The court explained that under the Supreme Court’s decision in Matrixx Initiatives v. Siracusano, 563 U.S. 27 (2011), “companies can control what they have to disclose under [the securities laws] by controlling what they say to the market” (quoting Matrixx, 563 U.S. 27). Once a company opts to “tout” positive information to the market, however, the company is then “bound to do so in a manner that wouldn’t mislead investors” (quoting Berson v. Applied Signal Tech., 527 F.3d 982 (9th Cir. 2008)). Specifically, the company must “disclos[e] adverse information that cuts against the positive information.”
In the case before it, the Ninth Circuit rejected defendants’ claim that the allegations reflected merely “a good-faith scientific disagreement between the FDA and [the company] about the meaning of” the study linking the drug to cancer. The court reasoned that the company “could have remained silent about the dispute or it could have addressed its discussions with the FDA head-on[,]” but it could not “express confidence by claiming that all of the data was running in [the company’s] favor.”
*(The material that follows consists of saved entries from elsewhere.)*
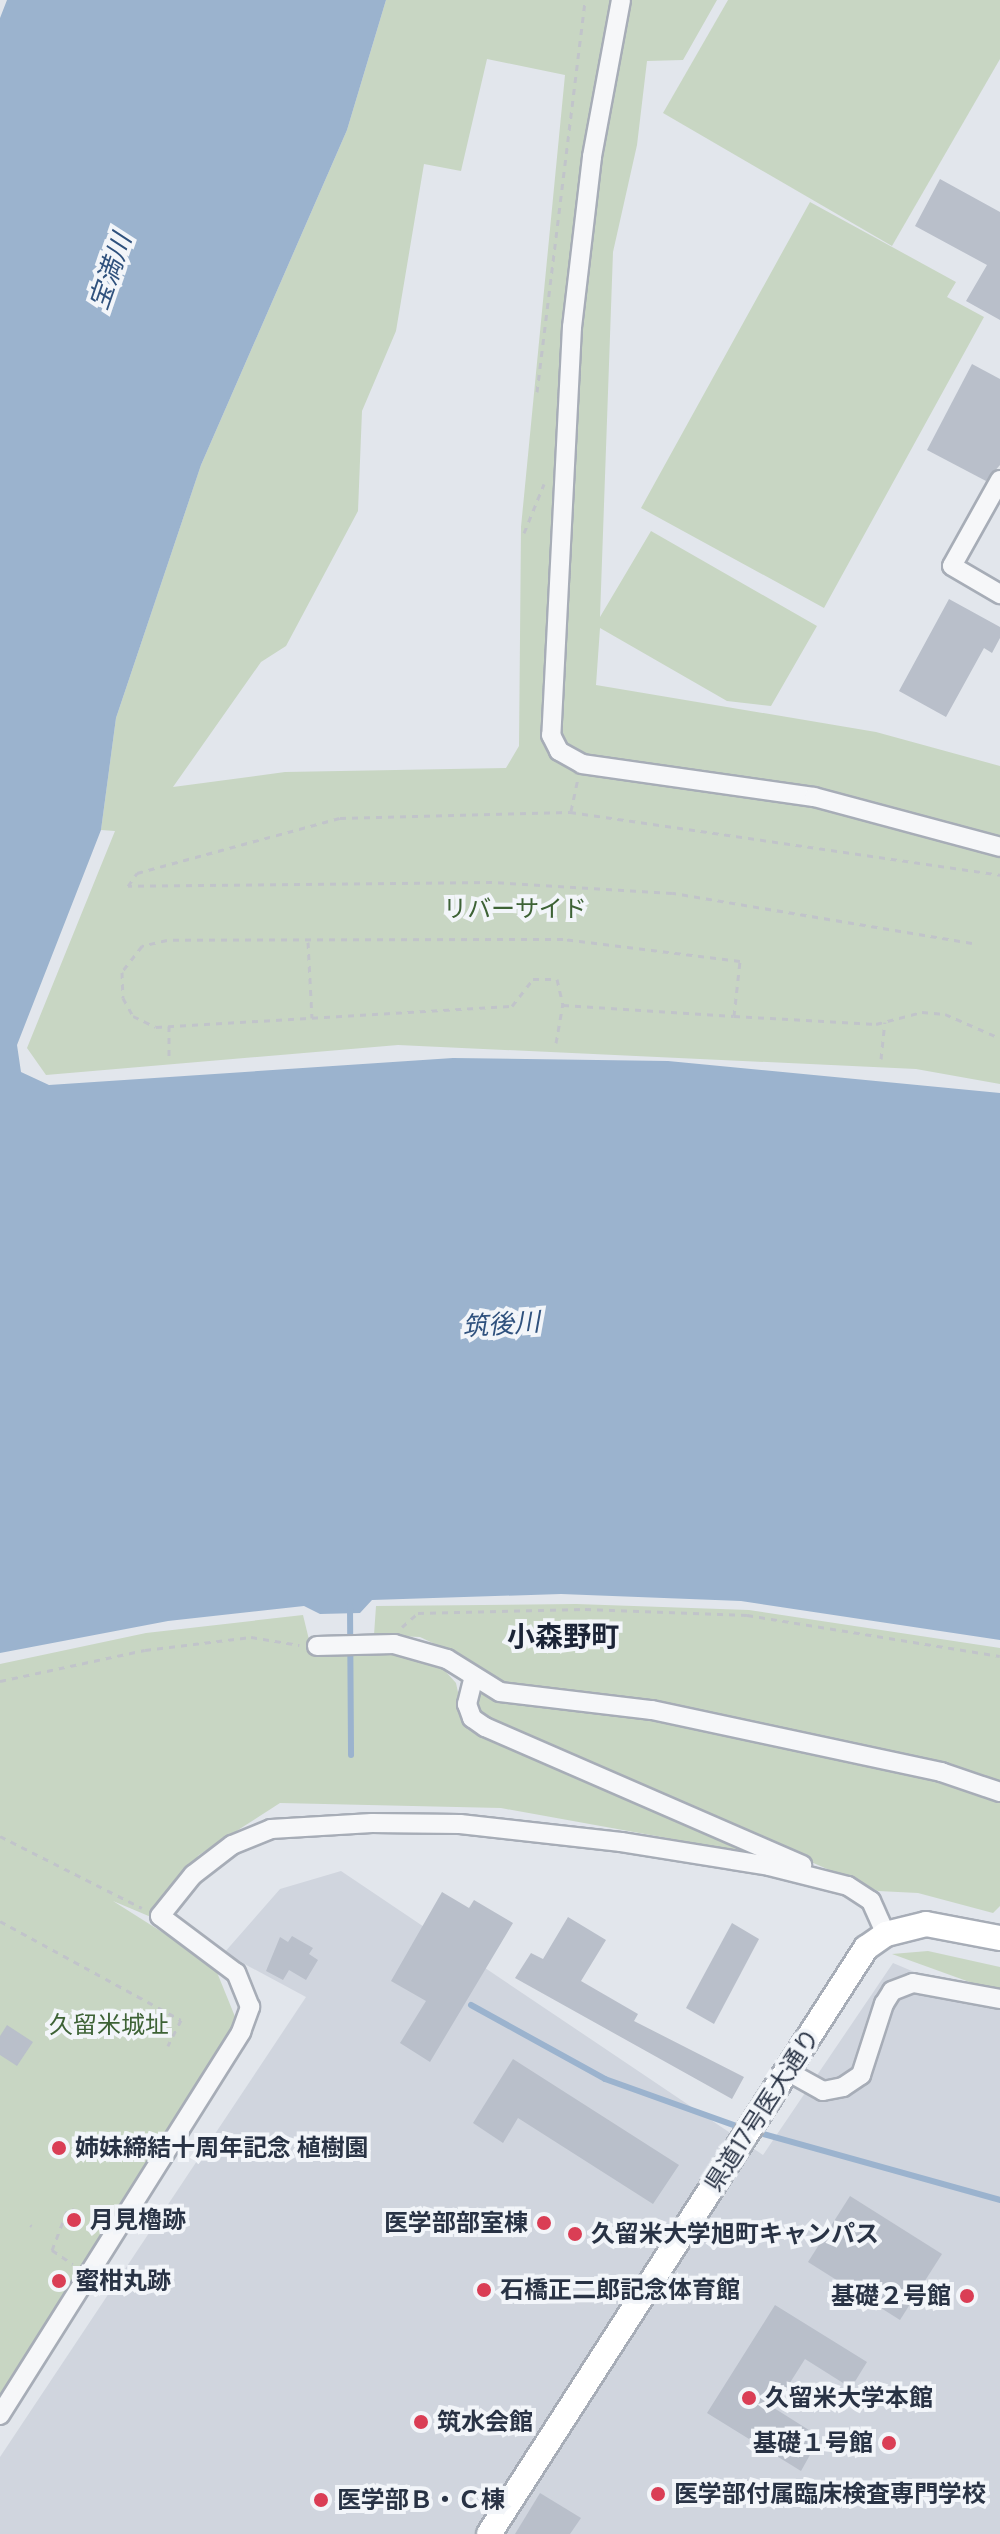 <!DOCTYPE html>
<html>
<head>
<meta charset="utf-8">
<style>
	body { margin:0 }
	#map { position:relative; width:1000px; height:2534px; overflow:hidden; background:#e2e6ec; font-family:"DM Sans","Noto Sans JP",sans-serif }
	div>[style] { position:absolute }
	.built>* { inset:0; background:#d0d5de }
	.green>* { inset:0; background:#c8d6c3 }
	.water>* { inset:0; background:#9bb3ce }
	.stream>* { height:6px; margin:-3px; padding:0 3px; transform-origin:3px; border-radius:3px; background:#9bb3ce }
	.building>* { inset:0; background:#b9bfca }
	.path>* { height:3px; margin-top:-1.5px; transform-origin:0; background:repeating-linear-gradient(90deg,#c1c4ca 0 6px,transparent 0 12px) }
	.roads { filter:drop-shadow(2px 0 #a7adb7) drop-shadow(-2px 0 #a7adb7) drop-shadow(0 2px #a7adb7) drop-shadow(0 -2px #a7adb7) }
	.minor>* { height:18px; margin:-9px; padding:0 9px; transform-origin:9px; border-radius:9px; background:#f6f7f9 }
	.major>* { height:24px; margin:-12px; padding:0 12px; transform-origin:12px; border-radius:12px; background:#fff }
	.dots>* { width:22px; height:22px; translate:-50% -50%; box-sizing:border-box; border:4px solid #f2f5f9; border-radius:50% }
	span { translate:-50% -50%; white-space:nowrap; text-align:center; line-height:1.15; -webkit-text-stroke:8px #f2f5f9; paint-order:stroke }
	.park-label { font-size:24px; color:#3d6235 }
	.street-label { font-size:24px; color:#293345 }
	.poi-label { font-size:24px; color:#293345; font-weight:700 }
	.left { translate:0 -50%; text-align:left }
	.right { translate:-100% -50%; text-align:right }
	.water-label { font-size:26px; color:#2f517d; font-style:italic }
	.quarter-label { font-size:28px; color:#1b2436; font-weight:700 }
</style>
</head>
<body>
<div id="map">
	<div class="built">
		<div style="clip-path:polygon(341px 1871px,763px 2155px,893px 1963px,1000px 2008px,1000px 2534px,0 2534px,0 2457px,306px 1997px,224px 1953px,280px 1889px)"></div>
	</div>
	<div class="green">
		<div style="clip-path:polygon(evenodd,386px 0,717px 0,683px 60px,647px 61px,637px 145px,613px 252px,600px 617px,651px 531px,817px 626px,771px 706px,727px 701px,600px 628px,596px 685px,876px 732px,1000px 766px,1000px 1084px,916px 1069px,398px 1045px,46px 1075px,27px 1048px,115px 831px,101px 830px,116px 718px,201px 465px,347px 130px,386px 0,487px 59px,565px 75px,521px 527px,519px 746px,506px 768px,285px 772px,173px 787px,261px 662px,286px 646px,358px 511px,362px 411px,396px 331px,424px 164px,461px 171px,487px 59px)"></div>
		<div style="clip-path:polygon(728px 0,1000px 0,1000px 59px,892px 246px,663px 113px)"></div>
		<div style="clip-path:polygon(810px 202px,956px 282px,947px 297px,984px 317px,824px 608px,641px 508px)"></div>
		<div style="clip-path:polygon(576px 1604px,749px 1610px,1000px 1648px,1000px 1788px,651px 1703px,496px 1682px,460px 1656px,420px 1637px,374px 1635px,376px 1606px)"></div>
		<div style="clip-path:polygon(303px 1615px,312px 1652px,398px 1651px,438px 1663px,456px 1683px,465px 1725px,750px 1853px,501px 1808px,280px 1803px,199px 1855px,151px 1917px,113px 1901px,214px 1965px,238px 2024px,0 2405px,0 1664px,146px 1633px)"></div>
		<div style="clip-path:polygon(477px 1688px,653px 1718px,943px 1779px,1000px 1800px,1000px 1906px,993px 1913px,918px 1893px,878px 1891px,492px 1724px,476px 1706px)"></div>
		<div style="clip-path:polygon(928px 1951px,1000px 1967px,1000px 1993px,892px 1954px)"></div>
	</div>
	<div class="water">
		<div style="clip-path:polygon(7px 0,386px 0,347px 130px,201px 465px,116px 718px,101px 830px,17px 1045px,21px 1072px,49px 1085px,453px 1058px,668px 1061px,1000px 1093px,1000px 1640px,741px 1601px,561px 1594px,372px 1600px,360px 1613px,320px 1614px,304px 1606px,168px 1621px,0 1653px,0 18px)"></div>
	</div>
	<div class="stream">
		<div style="left:350px;top:1606px;width:149px;rotate:89.6deg"></div>
		<div style="left:471px;top:2005px;width:153px;rotate:28.9deg"></div>
		<div style="left:605px;top:2079px;width:145px;rotate:19.7deg"></div>
		<div style="left:753px;top:2131px;width:256px;rotate:15.6deg"></div>
	</div>
	<div class="building">
		<div style="clip-path:polygon(940px 179px,1000px 212px,1000px 320px,966px 301px,987px 265px,915px 226px)"></div>
		<div style="clip-path:polygon(972px 364px,1000px 379px,1000px 465px,986px 481px,927px 450px)"></div>
		<div style="clip-path:polygon(949px 599px,1000px 627px,1000px 638px,992px 653px,984px 648px,946px 717px,899px 691px)"></div>
		<div style="clip-path:polygon(442px 1892px,469px 1908px,474px 1900px,513px 1923px,430px 2062px,400px 2043px,426px 2001px,391px 1981px)"></div>
		<div style="clip-path:polygon(568px 1917px,606px 1940px,581px 1981px,638px 2014px,634px 2021px,744px 2077px,732px 2099px,515px 1978px,531px 1953px,543px 1959px)"></div>
		<div style="clip-path:polygon(732px 1923px,759px 1939px,714px 2024px,686px 2008px)"></div>
		<div style="clip-path:polygon(292px 1936px,313px 1948px,309px 1954px,318px 1960px,306px 1980px,289px 1970px,283px 1980px,266px 1971px,280px 1937px,288px 1942px)"></div>
		<div style="clip-path:polygon(7px 2025px,33px 2042px,17px 2066px,0 2055px,0 2036px)"></div>
		<div style="clip-path:polygon(513px 2059px,679px 2165px,653px 2204px,518px 2118px,503px 2143px,473px 2123px)"></div>
		<div style="clip-path:polygon(850px 2196px,942px 2254px,900px 2320px,808px 2262px)"></div>
		<div style="clip-path:polygon(775px 2305px,867px 2362px,851px 2388px,805px 2359px,774px 2408px,820px 2437px,801px 2471px,707px 2413px)"></div>
		<div style="clip-path:polygon(540px 2493px,581px 2518px,570px 2534px,515px 2534px)"></div>
	</div>
	<div class="path">
		<div style="left:537px;top:392px;width:395px;rotate:-83deg"></div>
		<div style="left:524px;top:533px;width:53px;rotate:-67.8deg"></div>
		<div style="left:571px;top:811px;width:33px;rotate:-78deg"></div>
		<div style="left:308px;top:942px;width:76px;rotate:87deg"></div>
		<div style="left:972px;top:943px;width:304px;rotate:-170.5deg"></div>
		<div style="left:672px;top:893px;width:180px;rotate:-176.5deg"></div>
		<div style="left:492px;top:882px;width:364px;rotate:179.4deg"></div>
		<div style="left:128px;top:886px;width:16px;rotate:-55deg"></div>
		<div style="left:137px;top:873px;width:210px;rotate:-15.2deg"></div>
		<div style="left:340px;top:818px;width:230px;rotate:-1.5deg"></div>
		<div style="left:570px;top:812px;width:435px;rotate:8.3deg"></div>
		<div style="left:734px;top:1016px;width:55px;rotate:-83.8deg"></div>
		<div style="left:740px;top:961px;width:178px;rotate:-172.9deg"></div>
		<div style="left:563px;top:939px;width:396px;rotate:179.9deg"></div>
		<div style="left:167px;top:940px;width:26px;rotate:167deg"></div>
		<div style="left:142px;top:946px;width:33px;rotate:128deg"></div>
		<div style="left:122px;top:972px;width:26px;rotate:88deg"></div>
		<div style="left:123px;top:998px;width:21px;rotate:61deg"></div>
		<div style="left:133px;top:1016px;width:25px;rotate:26deg"></div>
		<div style="left:156px;top:1027px;width:357px;rotate:-3.4deg"></div>
		<div style="left:512px;top:1006px;width:34px;rotate:-52deg"></div>
		<div style="left:533px;top:979px;width:24px"></div>
		<div style="left:557px;top:979px;width:27px;rotate:77deg"></div>
		<div style="left:563px;top:1005px;width:171px;rotate:3.7deg"></div>
		<div style="left:734px;top:1016px;width:142px;rotate:3.2deg"></div>
		<div style="left:876px;top:1024px;width:48px;rotate:-14.6deg"></div>
		<div style="left:922px;top:1012px;width:23px;rotate:5deg"></div>
		<div style="left:945px;top:1014px;width:60px;rotate:23.6deg"></div>
		<div style="left:169px;top:1026px;width:34px;rotate:90deg"></div>
		<div style="left:556px;top:1043px;width:39px;rotate:-80deg"></div>
		<div style="left:881px;top:1059px;width:37px;rotate:-84deg"></div>
		<div style="left:402px;top:1627px;width:21px;rotate:-41deg"></div>
		<div style="left:418px;top:1613px;width:167px;rotate:-1.4deg"></div>
		<div style="left:585px;top:1609px;width:162px;rotate:2.1deg"></div>
		<div style="left:747px;top:1615px;width:256px;rotate:9.2deg"></div>
		<div style="left:0;top:1681px;width:148px;rotate:-12.1deg"></div>
		<div style="left:145px;top:1650px;width:107px;rotate:-7deg"></div>
		<div style="left:251px;top:1637px;width:49px;rotate:9.5deg"></div>
		<div style="left:0;top:1836px;width:159px;rotate:26.9deg"></div>
		<div style="left:0;top:1921px;width:206px;rotate:28.7deg"></div>
		<div style="left:181px;top:2020px;width:29px;rotate:117deg"></div>
		<div style="left:72px;top:2209px;width:8px;rotate:23deg"></div>
		<div style="left:67px;top:2211px;width:42px;rotate:111deg"></div>
		<div style="left:52px;top:2250px;width:25px;rotate:34deg"></div>
		<div style="left:30px;top:2225px;width:2px;rotate:27deg"></div>
	</div>
	<div class="roads">
		<div class="minor">
			<div style="left:621px;top:0;width:160px;rotate:100.5deg"></div>
			<div style="left:592px;top:157px;width:171px;rotate:96.7deg"></div>
			<div style="left:572px;top:327px;width:409px;rotate:92.9deg"></div>
			<div style="left:551px;top:735px;width:18px;rotate:63deg"></div>
			<div style="left:559px;top:751px;width:26px;rotate:29deg"></div>
			<div style="left:582px;top:764px;width:234px;rotate:8.1deg"></div>
			<div style="left:814px;top:797px;width:193px;rotate:15deg"></div>
			<div style="left:1000px;top:480px;width:98px;rotate:119.2deg"></div>
			<div style="left:952px;top:566px;width:56px;rotate:30.3deg"></div>
			<div style="left:317px;top:1646px;width:77px;rotate:-1.5deg"></div>
			<div style="left:394px;top:1644px;width:55px;rotate:15.8deg"></div>
			<div style="left:447px;top:1659px;width:62px;rotate:31.9deg"></div>
			<div style="left:500px;top:1692px;width:153px;rotate:6.8deg"></div>
			<div style="left:652px;top:1710px;width:296px;rotate:12.1deg"></div>
			<div style="left:941px;top:1772px;width:62px;rotate:18.7deg"></div>
			<div style="left:473px;top:1680px;width:25px;rotate:104deg"></div>
			<div style="left:467px;top:1704px;width:15px;rotate:70deg"></div>
			<div style="left:472px;top:1718px;width:16px;rotate:35deg"></div>
			<div style="left:485px;top:1727px;width:346px;rotate:23.5deg"></div>
			<div style="left:787px;top:2071px;width:41px;rotate:29.1deg"></div>
			<div style="left:823px;top:2091px;width:20px;rotate:-11deg"></div>
			<div style="left:843px;top:2087px;width:22px;rotate:-34deg"></div>
			<div style="left:861px;top:2075px;width:75px;rotate:-72.1deg"></div>
			<div style="left:884px;top:2004px;width:15px;rotate:-58deg"></div>
			<div style="left:892px;top:1991px;width:22px;rotate:-21deg"></div>
			<div style="left:913px;top:1983px;width:88px;rotate:10.4deg"></div>
			<div style="left:0;top:2415px;width:453px;rotate:-57.8deg"></div>
			<div style="left:241px;top:2032px;width:27px;rotate:-70deg"></div>
			<div style="left:250px;top:2007px;width:37px;rotate:-112deg"></div>
			<div style="left:236px;top:1973px;width:95px;rotate:-143.1deg"></div>
			<div style="left:160px;top:1916px;width:53px;rotate:-51.2deg"></div>
			<div style="left:193px;top:1875px;width:49px;rotate:-37.6deg"></div>
			<div style="left:232px;top:1845px;width:42px;rotate:-22.3deg"></div>
			<div style="left:271px;top:1829px;width:101px;rotate:-3.4deg"></div>
			<div style="left:372px;top:1823px;width:88px;rotate:0.7deg"></div>
			<div style="left:460px;top:1824px;width:162px;rotate:6.4deg"></div>
			<div style="left:621px;top:1842px;width:150px;rotate:9.2deg"></div>
			<div style="left:769px;top:1866px;width:81px;rotate:14.2deg"></div>
			<div style="left:848px;top:1886px;width:27px;rotate:33deg"></div>
			<div style="left:871px;top:1901px;width:36px;rotate:66deg"></div>
		</div>
		<div class="major">
			<div style="left:489px;top:2534px;width:697px;rotate:-57.25deg"></div>
			<div style="left:866px;top:1948px;width:24px;rotate:-35deg"></div>
			<div style="left:886px;top:1934px;width:41px;rotate:-14deg"></div>
			<div style="left:926px;top:1924px;width:75px;rotate:10.7deg"></div>
		</div>
	</div>
	<div class="dots">
		<div style="left:59px;top:2148px;background:#da3e55"></div>
		<div style="left:74px;top:2220px;background:#da3e55"></div>
		<div style="left:544px;top:2223px;background:#da3e55"></div>
		<div style="left:575px;top:2234px;background:#da3e55"></div>
		<div style="left:59px;top:2281px;background:#da3e55"></div>
		<div style="left:484px;top:2290px;background:#da3e55"></div>
		<div style="left:967px;top:2296px;background:#da3e55"></div>
		<div style="left:749px;top:2398px;background:#da3e55"></div>
		<div style="left:421px;top:2422px;background:#da3e55"></div>
		<div style="left:889px;top:2443px;background:#da3e55"></div>
		<div style="left:658px;top:2494px;background:#da3e55"></div>
		<div style="left:321px;top:2500px;background:#da3e55"></div>
	</div>
	<div class="park-label">
		<span style="left:515px;top:909px">リバーサイド</span>
		<span style="left:109px;top:2025px">久留米城址</span>
	</div>
	<div class="street-label">
		<span style="left:762px;top:2110px;rotate:-57deg">県道17号医大通り</span>
	</div>
	<div class="poi-label">
		<span class="left" style="left:75px;top:2148px">姉妹締結十周年記念 植樹園</span>
		<span class="left" style="left:90px;top:2220px">月見櫓跡</span>
		<span class="right" style="left:528px;top:2223px">医学部部室棟</span>
		<span class="left" style="left:591px;top:2234px">久留米大学旭町キャンパス</span>
		<span class="left" style="left:75px;top:2281px">蜜柑丸跡</span>
		<span class="left" style="left:500px;top:2290px">石橋正二郎記念体育館</span>
		<span class="right" style="left:951px;top:2296px">基礎２号館</span>
		<span class="left" style="left:765px;top:2398px">久留米大学本館</span>
		<span class="left" style="left:437px;top:2422px">筑水会館</span>
		<span class="right" style="left:873px;top:2443px">基礎１号館</span>
		<span class="left" style="left:674px;top:2494px">医学部付属臨床検査専門学校</span>
		<span class="left" style="left:337px;top:2500px">医学部Ｂ・Ｃ棟</span>
	</div>
	<div class="water-label">
		<span style="left:111px;top:272px;rotate:-71deg">宝満川</span>
		<span style="left:501px;top:1325px;rotate:-4deg">筑後川</span>
	</div>
	<div class="quarter-label">
		<span style="left:563px;top:1637px">小森野町</span>
	</div>
</div>
</body>
</html>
[1] Item 303 of Regulation S-K requires a registrant to “[d]escribe any known trends or uncertainties that have had or that the registrant reasonably expects will have a material favorable or unfavorable impact on net sales or revenues or income from continuing operations.”
[2] Under FAS 5, an issuer must “disclose a loss contingency when a loss is a ‘reasonable possibility,’ meaning that it is ‘more than remote but less than likely.’” Id. (quoting FAS Board, Statement of FAS 5).